If we’re willing to listen, I believe this passage of Scripture can teach us a good deal about how we should approach Advent. For most of us, accustomed to succeeding through diligent preparation, Jesus’ suggestion that the disciples “take nothing” seems a little odd. We wonder why Jesus did not want the disciples to bring along a few supplies, a little extra cash or some snacks.
First, I think the answer lies in understanding the context. In this passage, for the first time, Jesus inaugurates the notion of what it means to be an apostle. (That word comes to us from the Greek apóstolos, which translates as “one who is sent out”.) Thus, following Christ will require that they leave their rabbi behind and take their own journey. It will require the same of us. No longer would the disciples simply stand around and watch Jesus’ miracles and ministry. Jesus taught them, as he teaches us, that the Christian life was not a spectator sport.

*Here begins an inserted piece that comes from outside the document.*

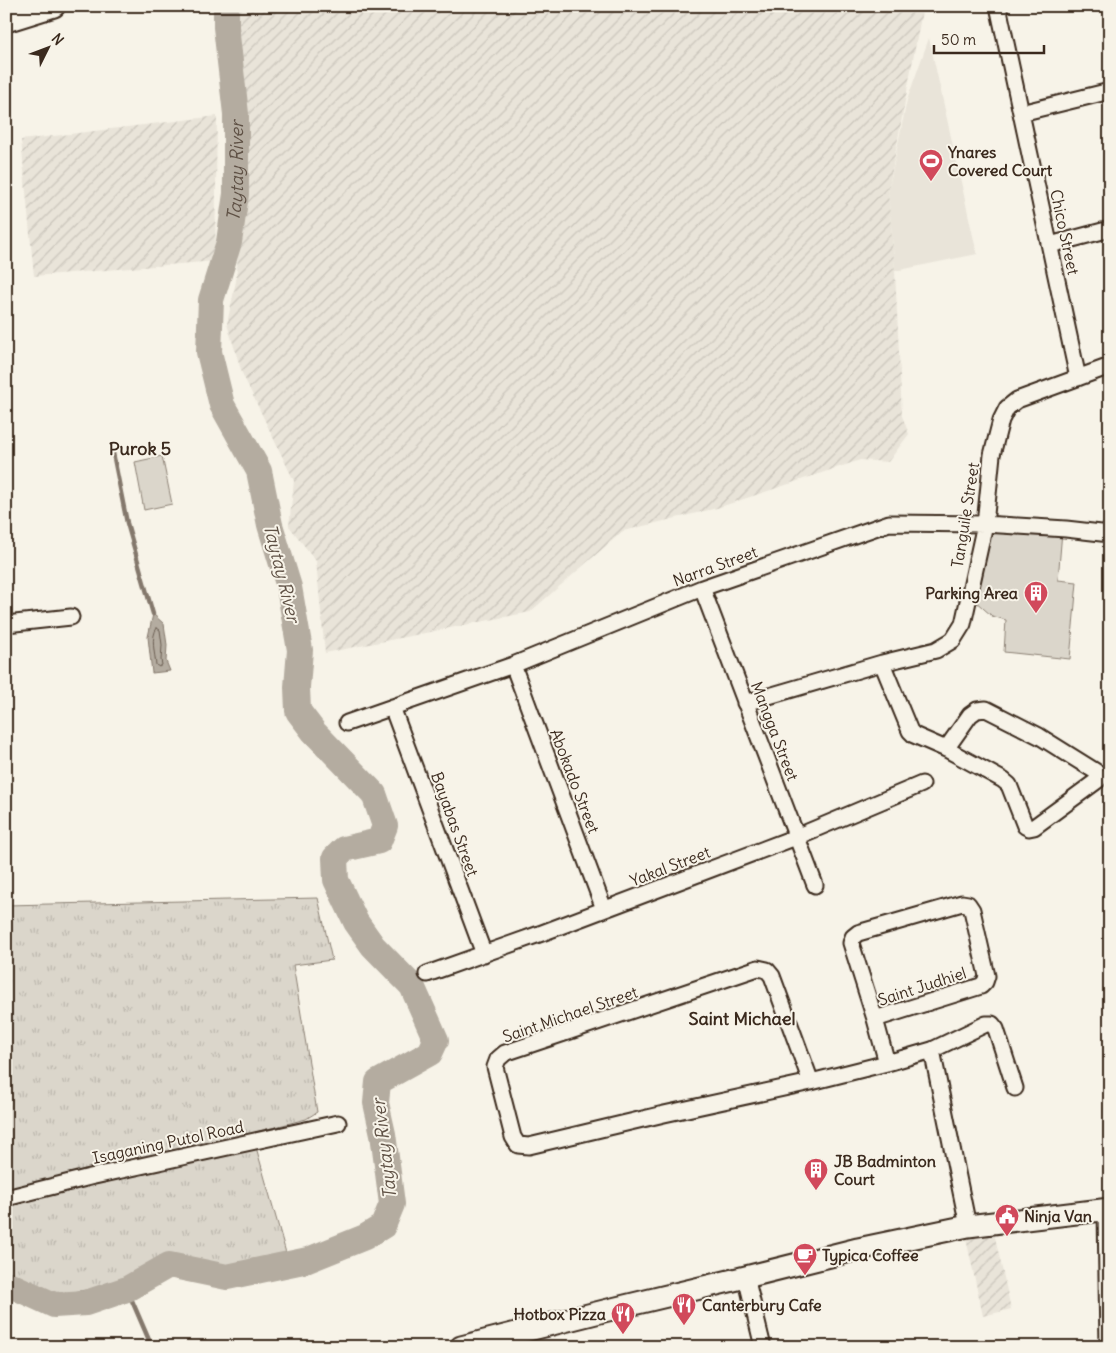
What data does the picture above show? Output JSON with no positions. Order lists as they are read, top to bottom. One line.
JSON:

So, why would Jesus send his disciples, his friends, out without any tools, equipment or provisions? I don’t think Jesus wanted the disciples to be unprepared. I think rather that Jesus was telling them, “None of that stuff is what you need. In fact, it will only get in your way.” The disciples needed to trust that God would give them everything they needed to do the work he wanted them to do. When they learned to use God’s resources, rather than their own, they were capable of far more than they imagined.
That’s not a bad notion for us to carry forward into our journey through the season of Advent. We will need to leave a lot of stuff behind. Mostly, we’ll need to leave behind the illusion of self-reliance that we’ve come to accept. We need to learn to trust God and trust that God will give us the tools for His work. We may also need to leave behind our notion of who we are, and what we’re capable of doing. The real question we should ask during Advent inquires where God is sending us, and what He can accomplish through our lives.
Have a good and holy Advent,
James R. Dennis, O.P.
© 2011 James R. Dennis
I wish I had the faith to follow advice like that…
Actually, I am packing for a winter camping trip this weekend. I really wish I had the faith to take advice like that knowing I was heading out to a remote place with forecasted snow and 20 degree weather…
I am sure you will find something sacred out there in the Bosque, old friend. Travel safely, and via con Dios!
Trust and faith in God…there is our security.
It’s harder than it looks, Sister. There’s no small amount of grace in there.
Yep! There is LOTS of grace in there! Thanks be to God!
Preach it; live it!
I try, Sundown. Sometimes with greater success than others. All my best,
Awesome reminder about emptying ourselves from those things that we think we need, but in reality separate us more from God. Thanks for sharing and thanks for visiting my site. God bless.
Thanks so much, Noel. Our Orthodox brothers and sisters called this self-emptying “kenosis”. It’s a hard lesson for most of us, and for most of us, change happens (if at all) in small steps. Small steps taken toward God, however, generally have some far reaching consequences for our spiritual lives. Pax.